L’UE se tourne résolument vers les pays des Balkans occidentaux. Elle a décidé d’appliquer à ces pays la même stratégie que celle adoptée précédemment pour les nouveaux États adhérents. Un processus élargi de stabilisation et d’association doit donc constituer le cadre global pour rapprocher les pays des Balkans occidentaux de l’UE jusqu’à une future adhésion. Un premier pas important est constitué par les «partenariats européens» institués avec l’Albanie, la Bosnie-et-Herzégovine, ainsi que la Serbie et le Monténégro, y compris le Kosovo 1. Les divers partenariats européens, qui seront adaptés en fonction des besoins particuliers, ont pour objectif d’assister les pays des Balkans occidentaux afin que la préparation à une éventuelle adhésion puisse se faire dans un cadre ordonné et concerté; en outre, ils offrent un cadre pour élaborer des plans d’action assortis de calendriers pour les réformes à réaliser et définissant avec précision les moyens que les pays comptent mettre en œuvre pour répondre aux exigences d’une intégration plus forte dans l’UE.

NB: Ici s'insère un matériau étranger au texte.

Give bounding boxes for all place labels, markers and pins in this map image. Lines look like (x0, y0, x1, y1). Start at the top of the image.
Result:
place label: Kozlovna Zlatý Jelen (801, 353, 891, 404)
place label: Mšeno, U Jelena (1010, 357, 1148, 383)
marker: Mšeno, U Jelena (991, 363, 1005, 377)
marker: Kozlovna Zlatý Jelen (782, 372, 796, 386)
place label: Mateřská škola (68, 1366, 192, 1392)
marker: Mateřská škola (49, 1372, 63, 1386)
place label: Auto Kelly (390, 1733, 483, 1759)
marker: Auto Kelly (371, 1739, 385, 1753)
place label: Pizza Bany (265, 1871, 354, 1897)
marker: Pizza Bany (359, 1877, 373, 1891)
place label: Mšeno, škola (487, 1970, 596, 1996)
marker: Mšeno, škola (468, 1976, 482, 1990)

Le retrait de l’UE est également prévu: le traité UE introduit une clause de retrait permettant à un État membre de quitter l’Union. Le retrait n’est lié à aucune condition, il suffit qu’un accord soit conclu entre l’UE et l’État membre concerné sur les modalités du retrait ou, à défaut d’un tel accord, que s’écoule un délai de deux ans à compter de la notification de l’intention de retrait pour que ce dernier prenne effet même sans accord. Il manque toutefois une disposition relative à l’exclusion d’un État membre de l’UE en cas de violations graves et persistantes des traités.